Laser light can travel a large distance in outer space with little reduction in signal strength. In addition, high-energy laser light can carry 1,000 times the television channels today carried by microwave signals. Lasers are therefore ideal for space communications. Low-loss optical fibers have been developed to transmit laser light for earthbound communication in telephone and computer systems. Laser techniques have also been used for high-density information recording. For instance, laser light simplifies the recording of a hologram, from which a three-dimensional image can be reconstructed with a laser beam. Lasers are also used to play audio CDs and videodiscs (see Sound Recording and Reproduction).

D. Medicine

Lasers have a wide range of medical uses. Intense, narrow beams of laser light can cut and cauterize certain body tissues in a small fraction of a second without damaging surrounding healthy tissues. Lasers have been used to “weld” the retina, bore holes in the skull, vaporize lesions, and cauterize blood vessels. Laser surgery has virtually replaced older surgical procedures for eye disorders. Laser techniques have also been developed for lab tests of small biological samples.

E. Military Applications

Laser guidance systems for missiles, aircraft, and satellites have been constructed. Guns can be fitted with laser sights and range finders.
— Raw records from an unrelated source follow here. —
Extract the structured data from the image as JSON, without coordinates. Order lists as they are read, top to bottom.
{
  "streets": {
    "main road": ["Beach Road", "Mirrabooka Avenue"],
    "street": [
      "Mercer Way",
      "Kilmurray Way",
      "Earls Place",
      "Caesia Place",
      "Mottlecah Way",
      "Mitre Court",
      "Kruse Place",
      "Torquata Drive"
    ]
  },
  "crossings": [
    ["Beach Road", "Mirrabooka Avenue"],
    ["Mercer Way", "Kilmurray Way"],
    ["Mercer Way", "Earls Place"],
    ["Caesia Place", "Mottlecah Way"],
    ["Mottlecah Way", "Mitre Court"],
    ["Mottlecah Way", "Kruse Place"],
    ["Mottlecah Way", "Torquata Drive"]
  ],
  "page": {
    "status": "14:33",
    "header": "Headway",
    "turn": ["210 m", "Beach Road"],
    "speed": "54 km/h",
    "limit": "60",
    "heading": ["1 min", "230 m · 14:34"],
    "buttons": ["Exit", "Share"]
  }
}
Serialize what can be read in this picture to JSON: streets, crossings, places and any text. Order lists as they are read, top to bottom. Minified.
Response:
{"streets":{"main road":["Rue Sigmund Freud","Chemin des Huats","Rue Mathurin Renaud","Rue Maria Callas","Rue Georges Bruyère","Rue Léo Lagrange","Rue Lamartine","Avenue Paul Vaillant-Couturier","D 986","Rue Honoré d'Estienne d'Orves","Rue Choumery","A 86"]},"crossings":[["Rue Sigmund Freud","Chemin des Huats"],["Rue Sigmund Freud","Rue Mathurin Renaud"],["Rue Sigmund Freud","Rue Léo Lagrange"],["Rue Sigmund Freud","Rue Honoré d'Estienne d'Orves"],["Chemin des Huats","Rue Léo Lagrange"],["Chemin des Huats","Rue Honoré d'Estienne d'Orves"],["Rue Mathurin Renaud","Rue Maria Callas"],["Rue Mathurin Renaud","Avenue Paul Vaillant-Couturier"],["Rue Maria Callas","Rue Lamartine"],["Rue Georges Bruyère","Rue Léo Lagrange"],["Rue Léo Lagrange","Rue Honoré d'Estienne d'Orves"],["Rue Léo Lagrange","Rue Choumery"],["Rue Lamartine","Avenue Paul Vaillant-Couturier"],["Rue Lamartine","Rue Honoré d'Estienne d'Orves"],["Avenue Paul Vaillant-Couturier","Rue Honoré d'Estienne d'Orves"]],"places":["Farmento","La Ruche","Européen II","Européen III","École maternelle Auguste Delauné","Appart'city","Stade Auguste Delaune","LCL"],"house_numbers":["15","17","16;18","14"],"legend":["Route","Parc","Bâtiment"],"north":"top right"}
The use of laser beams to destroy hostile ballistic missiles has been proposed, as in the Strategic Defense Initiative urged by U.S. president Ronald Reagan and the Ballistic Missile Defense program supported by President George W. Bush. The ability of tunable dye lasers to selectively excite an atom or molecule may open up more efficient ways to separate isotopes for construction of nuclear weapons.
V. Laser Safety

Because the eye focuses laser light just as it does other light, the chief danger in working with lasers is eye damage. Therefore, laser light should not be viewed either directly or reflected.

Lasers sold and used commercially in the United States must comply with a strict set of laws enforced by the Center for Devices and Radiological Health (CDRH), a department of the Food and Drug Administration. The CDRH has divided lasers into six groups, depending on their power output, their emission duration, and the energy of the photons they emit. The classification is then attached to the laser as a sticker. The higher the laser’s energy, the higher its potential to injure. High-powered lasers of the Class IV type (the highest classification) generate a beam of energy that can start fires, burn flesh, and cause permanent eye damage whether the light is direct, reflected, or diffused. Canada uses the same classification system, and laser use in Canada is overseen by Health Canada’s Radiation Protection Bureau.

Goggles blocking the specific color of photons that a laser produces are mandatory for the safe use of lasers. Even with goggles, direct exposure to laser light should be avoided.